The records below hold a stretch from the line with "456px,444px 465px,439px 551px,252px" through the line with "1092px,406px 1163px,315px 1168px,311px"; return exactly those lines, ends included, and nothing more.

• • • • • • •

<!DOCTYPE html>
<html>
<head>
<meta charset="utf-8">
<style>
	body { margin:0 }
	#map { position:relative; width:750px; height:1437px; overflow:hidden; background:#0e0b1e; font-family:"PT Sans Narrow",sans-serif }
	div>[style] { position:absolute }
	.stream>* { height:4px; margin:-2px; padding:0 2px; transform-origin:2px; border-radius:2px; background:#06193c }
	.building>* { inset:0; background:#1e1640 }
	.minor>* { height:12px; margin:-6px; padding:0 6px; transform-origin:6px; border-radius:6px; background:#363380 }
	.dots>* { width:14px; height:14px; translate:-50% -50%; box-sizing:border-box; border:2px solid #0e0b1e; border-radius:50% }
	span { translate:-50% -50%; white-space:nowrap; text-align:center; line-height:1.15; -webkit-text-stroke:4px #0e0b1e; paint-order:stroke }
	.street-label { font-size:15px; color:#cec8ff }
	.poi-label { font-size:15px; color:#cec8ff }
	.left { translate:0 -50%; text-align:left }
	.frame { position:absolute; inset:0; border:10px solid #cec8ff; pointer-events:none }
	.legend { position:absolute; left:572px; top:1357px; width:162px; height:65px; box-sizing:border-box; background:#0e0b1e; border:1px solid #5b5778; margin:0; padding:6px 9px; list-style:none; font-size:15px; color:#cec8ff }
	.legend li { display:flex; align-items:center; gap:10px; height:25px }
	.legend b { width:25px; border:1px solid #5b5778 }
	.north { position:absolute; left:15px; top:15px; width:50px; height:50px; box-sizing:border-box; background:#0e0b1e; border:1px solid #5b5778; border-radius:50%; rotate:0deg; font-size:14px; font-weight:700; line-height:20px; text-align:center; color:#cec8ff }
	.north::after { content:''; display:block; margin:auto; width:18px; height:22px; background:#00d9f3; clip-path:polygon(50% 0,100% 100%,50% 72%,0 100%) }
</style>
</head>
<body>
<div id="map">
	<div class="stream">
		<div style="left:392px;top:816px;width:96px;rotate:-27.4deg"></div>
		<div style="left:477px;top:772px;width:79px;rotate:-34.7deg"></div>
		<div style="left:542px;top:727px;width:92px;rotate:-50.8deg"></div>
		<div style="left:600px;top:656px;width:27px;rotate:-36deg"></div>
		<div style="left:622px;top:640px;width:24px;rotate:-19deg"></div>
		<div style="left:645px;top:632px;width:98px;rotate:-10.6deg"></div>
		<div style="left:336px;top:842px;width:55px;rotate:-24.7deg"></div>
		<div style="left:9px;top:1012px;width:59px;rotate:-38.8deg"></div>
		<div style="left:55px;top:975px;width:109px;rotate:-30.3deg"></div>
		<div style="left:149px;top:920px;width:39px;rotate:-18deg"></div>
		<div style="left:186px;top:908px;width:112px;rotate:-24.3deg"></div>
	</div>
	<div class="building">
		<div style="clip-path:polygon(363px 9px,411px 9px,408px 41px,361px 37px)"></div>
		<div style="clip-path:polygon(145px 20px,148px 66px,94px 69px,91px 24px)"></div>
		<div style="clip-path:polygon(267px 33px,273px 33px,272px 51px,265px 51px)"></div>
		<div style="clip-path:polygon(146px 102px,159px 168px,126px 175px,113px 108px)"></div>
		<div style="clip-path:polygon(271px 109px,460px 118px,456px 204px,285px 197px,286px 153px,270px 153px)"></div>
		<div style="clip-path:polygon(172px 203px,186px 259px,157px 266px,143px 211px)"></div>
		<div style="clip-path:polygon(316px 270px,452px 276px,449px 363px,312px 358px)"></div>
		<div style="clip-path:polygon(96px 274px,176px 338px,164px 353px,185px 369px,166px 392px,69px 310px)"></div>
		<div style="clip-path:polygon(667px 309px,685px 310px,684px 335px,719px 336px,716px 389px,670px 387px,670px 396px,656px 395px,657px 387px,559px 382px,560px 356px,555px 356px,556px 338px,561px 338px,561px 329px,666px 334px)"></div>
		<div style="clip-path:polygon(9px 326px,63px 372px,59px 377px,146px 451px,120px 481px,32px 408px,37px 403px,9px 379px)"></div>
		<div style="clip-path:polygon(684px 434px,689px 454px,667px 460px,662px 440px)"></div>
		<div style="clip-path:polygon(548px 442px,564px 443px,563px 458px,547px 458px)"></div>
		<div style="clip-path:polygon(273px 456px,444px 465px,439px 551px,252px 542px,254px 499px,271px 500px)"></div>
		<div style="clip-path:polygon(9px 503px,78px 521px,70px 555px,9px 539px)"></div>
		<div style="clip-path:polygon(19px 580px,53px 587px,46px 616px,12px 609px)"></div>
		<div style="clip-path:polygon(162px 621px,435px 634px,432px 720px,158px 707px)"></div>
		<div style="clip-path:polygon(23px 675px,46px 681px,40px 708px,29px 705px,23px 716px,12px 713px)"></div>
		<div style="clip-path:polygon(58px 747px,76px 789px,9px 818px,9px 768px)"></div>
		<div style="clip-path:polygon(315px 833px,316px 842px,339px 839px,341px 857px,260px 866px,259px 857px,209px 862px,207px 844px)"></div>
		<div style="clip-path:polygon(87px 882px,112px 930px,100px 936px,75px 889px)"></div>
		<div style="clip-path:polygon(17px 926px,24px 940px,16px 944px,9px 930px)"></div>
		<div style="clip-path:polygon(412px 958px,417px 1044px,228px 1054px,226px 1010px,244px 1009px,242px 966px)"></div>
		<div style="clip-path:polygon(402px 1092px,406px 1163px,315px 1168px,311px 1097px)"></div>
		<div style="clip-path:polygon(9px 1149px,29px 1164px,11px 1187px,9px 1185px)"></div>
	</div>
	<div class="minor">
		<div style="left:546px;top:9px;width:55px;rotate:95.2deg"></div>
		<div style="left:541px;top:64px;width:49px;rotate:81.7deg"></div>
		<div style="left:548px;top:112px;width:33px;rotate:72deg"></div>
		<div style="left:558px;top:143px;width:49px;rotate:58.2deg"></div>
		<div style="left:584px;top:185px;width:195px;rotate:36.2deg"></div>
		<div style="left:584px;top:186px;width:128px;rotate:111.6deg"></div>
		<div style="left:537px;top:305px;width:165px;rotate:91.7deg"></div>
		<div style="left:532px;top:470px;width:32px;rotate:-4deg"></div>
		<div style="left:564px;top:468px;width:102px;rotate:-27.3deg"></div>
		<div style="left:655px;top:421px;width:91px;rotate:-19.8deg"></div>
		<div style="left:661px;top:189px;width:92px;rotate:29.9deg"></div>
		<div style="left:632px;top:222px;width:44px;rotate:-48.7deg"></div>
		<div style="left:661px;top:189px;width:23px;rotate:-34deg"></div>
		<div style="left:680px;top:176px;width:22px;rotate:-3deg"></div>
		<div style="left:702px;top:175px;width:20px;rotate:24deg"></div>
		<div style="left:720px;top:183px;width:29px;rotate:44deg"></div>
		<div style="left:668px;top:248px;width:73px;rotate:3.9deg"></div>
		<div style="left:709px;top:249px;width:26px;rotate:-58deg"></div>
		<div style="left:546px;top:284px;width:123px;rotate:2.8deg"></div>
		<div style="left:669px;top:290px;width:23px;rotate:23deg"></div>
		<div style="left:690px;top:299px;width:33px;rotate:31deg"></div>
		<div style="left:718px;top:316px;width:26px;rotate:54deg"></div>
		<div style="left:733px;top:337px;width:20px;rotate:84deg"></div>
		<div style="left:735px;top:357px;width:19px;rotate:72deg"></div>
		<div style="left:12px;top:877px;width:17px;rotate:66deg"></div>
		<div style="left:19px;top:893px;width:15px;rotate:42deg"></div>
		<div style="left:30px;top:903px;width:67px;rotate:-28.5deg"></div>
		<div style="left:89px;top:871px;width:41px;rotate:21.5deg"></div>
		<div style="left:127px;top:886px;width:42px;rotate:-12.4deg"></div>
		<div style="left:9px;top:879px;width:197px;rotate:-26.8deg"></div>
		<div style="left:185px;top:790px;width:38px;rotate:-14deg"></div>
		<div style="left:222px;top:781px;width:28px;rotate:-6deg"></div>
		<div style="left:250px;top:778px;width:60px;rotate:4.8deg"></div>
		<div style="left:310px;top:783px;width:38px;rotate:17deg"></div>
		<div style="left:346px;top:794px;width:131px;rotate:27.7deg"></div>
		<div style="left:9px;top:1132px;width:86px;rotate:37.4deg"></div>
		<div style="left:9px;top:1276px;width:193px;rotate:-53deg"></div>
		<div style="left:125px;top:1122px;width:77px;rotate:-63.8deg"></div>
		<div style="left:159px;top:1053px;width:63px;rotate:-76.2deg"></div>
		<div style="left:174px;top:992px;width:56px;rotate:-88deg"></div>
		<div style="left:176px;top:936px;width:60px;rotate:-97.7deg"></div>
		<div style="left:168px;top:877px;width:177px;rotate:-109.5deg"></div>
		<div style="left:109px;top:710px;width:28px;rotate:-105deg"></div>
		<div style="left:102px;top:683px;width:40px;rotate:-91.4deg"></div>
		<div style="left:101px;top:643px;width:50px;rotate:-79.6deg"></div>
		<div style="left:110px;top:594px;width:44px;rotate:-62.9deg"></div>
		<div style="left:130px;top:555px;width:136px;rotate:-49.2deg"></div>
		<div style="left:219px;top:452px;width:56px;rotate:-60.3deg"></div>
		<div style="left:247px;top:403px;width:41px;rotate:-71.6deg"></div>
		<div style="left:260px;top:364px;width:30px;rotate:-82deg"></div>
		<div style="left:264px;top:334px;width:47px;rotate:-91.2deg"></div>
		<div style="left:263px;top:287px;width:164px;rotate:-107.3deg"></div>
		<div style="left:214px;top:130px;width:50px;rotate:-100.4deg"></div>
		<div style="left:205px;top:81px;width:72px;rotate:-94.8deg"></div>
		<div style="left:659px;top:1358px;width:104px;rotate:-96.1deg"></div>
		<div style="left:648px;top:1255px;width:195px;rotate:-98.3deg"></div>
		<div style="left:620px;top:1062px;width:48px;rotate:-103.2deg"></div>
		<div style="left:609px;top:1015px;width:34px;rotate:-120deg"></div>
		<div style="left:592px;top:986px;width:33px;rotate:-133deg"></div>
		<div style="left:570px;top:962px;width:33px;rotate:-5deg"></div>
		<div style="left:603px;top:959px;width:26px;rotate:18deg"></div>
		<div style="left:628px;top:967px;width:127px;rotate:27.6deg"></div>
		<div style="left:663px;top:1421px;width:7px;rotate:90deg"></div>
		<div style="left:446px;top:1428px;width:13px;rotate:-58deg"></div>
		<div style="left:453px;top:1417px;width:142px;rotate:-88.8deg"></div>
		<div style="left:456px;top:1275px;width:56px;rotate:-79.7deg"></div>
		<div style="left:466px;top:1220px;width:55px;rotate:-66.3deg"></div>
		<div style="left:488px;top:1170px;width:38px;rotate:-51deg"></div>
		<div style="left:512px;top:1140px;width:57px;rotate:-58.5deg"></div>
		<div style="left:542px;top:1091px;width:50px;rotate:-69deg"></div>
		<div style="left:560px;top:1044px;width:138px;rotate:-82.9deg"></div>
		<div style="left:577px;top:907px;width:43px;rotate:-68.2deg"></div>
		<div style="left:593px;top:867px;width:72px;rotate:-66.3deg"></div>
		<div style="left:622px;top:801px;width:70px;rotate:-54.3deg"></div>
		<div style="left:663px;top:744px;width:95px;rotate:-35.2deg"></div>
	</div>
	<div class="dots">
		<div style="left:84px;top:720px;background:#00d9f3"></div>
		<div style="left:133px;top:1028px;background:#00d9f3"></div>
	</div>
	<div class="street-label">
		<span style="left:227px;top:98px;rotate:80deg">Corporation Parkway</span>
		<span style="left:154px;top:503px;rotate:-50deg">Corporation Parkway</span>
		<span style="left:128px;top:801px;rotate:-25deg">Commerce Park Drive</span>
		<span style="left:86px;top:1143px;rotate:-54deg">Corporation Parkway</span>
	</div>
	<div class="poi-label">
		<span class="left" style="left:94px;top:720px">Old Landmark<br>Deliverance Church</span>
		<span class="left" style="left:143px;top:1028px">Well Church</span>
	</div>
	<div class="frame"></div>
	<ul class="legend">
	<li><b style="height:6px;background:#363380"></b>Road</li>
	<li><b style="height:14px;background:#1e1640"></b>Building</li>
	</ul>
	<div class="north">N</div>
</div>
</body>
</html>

• • • • • • •

- Finished exercise:
		<div style="clip-path:polygon(273px 456px,444px 465px,439px 551px,252px 542px,254px 499px,271px 500px)"></div>
		<div style="clip-path:polygon(9px 503px,78px 521px,70px 555px,9px 539px)"></div>
		<div style="clip-path:polygon(19px 580px,53px 587px,46px 616px,12px 609px)"></div>
		<div style="clip-path:polygon(162px 621px,435px 634px,432px 720px,158px 707px)"></div>
		<div style="clip-path:polygon(23px 675px,46px 681px,40px 708px,29px 705px,23px 716px,12px 713px)"></div>
		<div style="clip-path:polygon(58px 747px,76px 789px,9px 818px,9px 768px)"></div>
		<div style="clip-path:polygon(315px 833px,316px 842px,339px 839px,341px 857px,260px 866px,259px 857px,209px 862px,207px 844px)"></div>
		<div style="clip-path:polygon(87px 882px,112px 930px,100px 936px,75px 889px)"></div>
		<div style="clip-path:polygon(17px 926px,24px 940px,16px 944px,9px 930px)"></div>
		<div style="clip-path:polygon(412px 958px,417px 1044px,228px 1054px,226px 1010px,244px 1009px,242px 966px)"></div>
		<div style="clip-path:polygon(402px 1092px,406px 1163px,315px 1168px,311px 1097px)"></div>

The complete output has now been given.